Elle ne dit rien, à la fois choquée et terrifiée d'assister à un spectacle aussi surréaliste. Elle se releva d’un bond et chancela lorsque le sang lui afflua à la tête, puis partit se rincer les mains et le visage.
- On va laisser ton don de côté. J’ai vu de quoi tu étais capable. Tu devrais te rétablir d’ici quelques minutes.
Eileen vint s’asseoir contre un arbre, à côté de son aîné. Tous deux profitèrent du silence pour écouter les sons de la nature.
Le rythme imposé aux élèves était autrement soutenu que ce qu’elle avait pu imaginer. Du matin au soir, son mestre la menait partout dans la ville et enchaînait des exercices, toujours plus difficiles.
Elle croisait de temps à autres le commandant, au détour d’un couloir, leurs emplois du temps respectifs ne leur offraient pas plus d’occasions. À chacune de leurs entrevues, il rappelait l’aide qu’il lui avait promis de lui apporter concernant le miroir et ne cessait d’en repousser le moment. Eileen ne désespérait pas pour autant, bien qu’elle perdît chaque jour un peu d’espoir.
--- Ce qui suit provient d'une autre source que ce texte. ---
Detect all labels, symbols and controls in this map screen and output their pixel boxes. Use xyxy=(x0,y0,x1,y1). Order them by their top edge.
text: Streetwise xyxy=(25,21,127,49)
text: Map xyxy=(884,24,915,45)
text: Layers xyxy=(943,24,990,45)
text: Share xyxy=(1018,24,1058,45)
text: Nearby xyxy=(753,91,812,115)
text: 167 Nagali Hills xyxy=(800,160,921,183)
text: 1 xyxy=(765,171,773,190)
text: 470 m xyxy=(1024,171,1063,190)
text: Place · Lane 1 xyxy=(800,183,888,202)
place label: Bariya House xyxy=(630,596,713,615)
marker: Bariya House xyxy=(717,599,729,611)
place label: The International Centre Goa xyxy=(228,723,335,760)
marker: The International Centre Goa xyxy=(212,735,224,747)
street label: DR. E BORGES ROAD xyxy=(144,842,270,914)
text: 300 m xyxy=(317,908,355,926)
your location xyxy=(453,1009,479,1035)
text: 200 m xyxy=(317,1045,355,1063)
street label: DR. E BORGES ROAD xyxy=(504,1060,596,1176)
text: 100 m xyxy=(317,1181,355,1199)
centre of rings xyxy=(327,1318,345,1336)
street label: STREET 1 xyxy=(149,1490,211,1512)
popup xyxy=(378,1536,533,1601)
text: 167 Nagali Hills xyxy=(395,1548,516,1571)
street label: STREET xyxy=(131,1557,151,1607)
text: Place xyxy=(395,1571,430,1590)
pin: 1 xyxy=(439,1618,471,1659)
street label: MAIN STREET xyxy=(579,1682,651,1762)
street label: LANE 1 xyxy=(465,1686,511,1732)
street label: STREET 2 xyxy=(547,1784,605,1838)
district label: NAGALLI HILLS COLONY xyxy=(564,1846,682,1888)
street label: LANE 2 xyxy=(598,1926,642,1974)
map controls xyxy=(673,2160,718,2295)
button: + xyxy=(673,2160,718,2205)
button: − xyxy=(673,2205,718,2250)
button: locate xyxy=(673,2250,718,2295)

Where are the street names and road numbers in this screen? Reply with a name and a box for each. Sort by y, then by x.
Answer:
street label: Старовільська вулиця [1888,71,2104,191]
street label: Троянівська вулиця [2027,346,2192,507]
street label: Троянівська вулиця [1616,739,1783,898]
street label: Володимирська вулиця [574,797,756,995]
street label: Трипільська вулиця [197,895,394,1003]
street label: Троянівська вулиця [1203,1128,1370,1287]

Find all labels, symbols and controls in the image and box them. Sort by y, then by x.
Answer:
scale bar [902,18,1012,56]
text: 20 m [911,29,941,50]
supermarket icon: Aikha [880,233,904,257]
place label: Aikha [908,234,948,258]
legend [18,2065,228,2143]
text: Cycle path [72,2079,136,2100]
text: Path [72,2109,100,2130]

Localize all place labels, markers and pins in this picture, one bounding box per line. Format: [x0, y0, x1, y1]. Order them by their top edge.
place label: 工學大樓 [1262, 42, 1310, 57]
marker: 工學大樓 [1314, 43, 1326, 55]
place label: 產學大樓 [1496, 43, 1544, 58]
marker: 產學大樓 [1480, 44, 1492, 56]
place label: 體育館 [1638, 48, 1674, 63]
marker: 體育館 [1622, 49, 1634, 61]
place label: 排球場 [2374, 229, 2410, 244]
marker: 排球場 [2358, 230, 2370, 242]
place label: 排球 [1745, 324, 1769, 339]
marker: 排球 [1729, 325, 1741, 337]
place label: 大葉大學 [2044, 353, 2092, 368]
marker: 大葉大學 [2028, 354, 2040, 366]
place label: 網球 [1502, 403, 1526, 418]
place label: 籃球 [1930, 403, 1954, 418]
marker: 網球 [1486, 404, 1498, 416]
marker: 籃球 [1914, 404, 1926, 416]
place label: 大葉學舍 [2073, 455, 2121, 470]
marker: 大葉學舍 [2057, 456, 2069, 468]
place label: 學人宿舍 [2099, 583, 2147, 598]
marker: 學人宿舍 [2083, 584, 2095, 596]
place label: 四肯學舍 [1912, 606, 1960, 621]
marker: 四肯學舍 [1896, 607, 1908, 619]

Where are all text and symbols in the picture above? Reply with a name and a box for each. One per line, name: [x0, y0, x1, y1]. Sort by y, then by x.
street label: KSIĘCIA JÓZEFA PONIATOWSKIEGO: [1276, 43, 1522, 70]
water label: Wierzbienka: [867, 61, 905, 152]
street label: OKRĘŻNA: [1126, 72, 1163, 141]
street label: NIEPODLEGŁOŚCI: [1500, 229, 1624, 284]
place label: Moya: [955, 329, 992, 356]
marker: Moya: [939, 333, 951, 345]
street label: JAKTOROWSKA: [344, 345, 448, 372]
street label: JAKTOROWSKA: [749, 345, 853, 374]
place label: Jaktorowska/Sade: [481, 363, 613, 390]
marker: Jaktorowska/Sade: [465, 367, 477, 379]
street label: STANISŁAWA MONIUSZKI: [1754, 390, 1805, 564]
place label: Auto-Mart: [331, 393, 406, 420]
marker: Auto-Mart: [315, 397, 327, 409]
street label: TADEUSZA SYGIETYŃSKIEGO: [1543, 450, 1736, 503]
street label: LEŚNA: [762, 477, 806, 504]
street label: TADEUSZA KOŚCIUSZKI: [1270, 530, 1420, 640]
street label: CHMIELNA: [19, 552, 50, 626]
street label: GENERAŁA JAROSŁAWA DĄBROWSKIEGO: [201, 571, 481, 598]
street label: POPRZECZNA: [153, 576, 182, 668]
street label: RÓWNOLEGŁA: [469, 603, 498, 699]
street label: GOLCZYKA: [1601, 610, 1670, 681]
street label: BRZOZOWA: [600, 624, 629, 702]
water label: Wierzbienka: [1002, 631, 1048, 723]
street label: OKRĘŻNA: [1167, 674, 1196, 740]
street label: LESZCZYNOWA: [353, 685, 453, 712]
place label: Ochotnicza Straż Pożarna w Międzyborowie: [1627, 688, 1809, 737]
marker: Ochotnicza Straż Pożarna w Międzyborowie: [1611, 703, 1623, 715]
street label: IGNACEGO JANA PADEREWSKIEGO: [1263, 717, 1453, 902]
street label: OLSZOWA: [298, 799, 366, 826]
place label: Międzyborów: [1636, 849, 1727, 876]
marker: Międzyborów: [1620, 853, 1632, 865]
Il lui arrivait aussi de voir les autres élèves de la classe spécialisée, toujours en compagnie de leurs mestres respectifs. Elle avait pu en apprendre un peu plus sur leurs dons à travers de courtes conversations : deux faux-jumeaux excentriques maîtrisaient la foudre, une fille avait une influence sur les os de son corps par extension du don de la terre, ou encore, un jeune homme était capable de modifier la constitution d’un matériau par le toucher. Des dons bien plus impressionnants que le sien.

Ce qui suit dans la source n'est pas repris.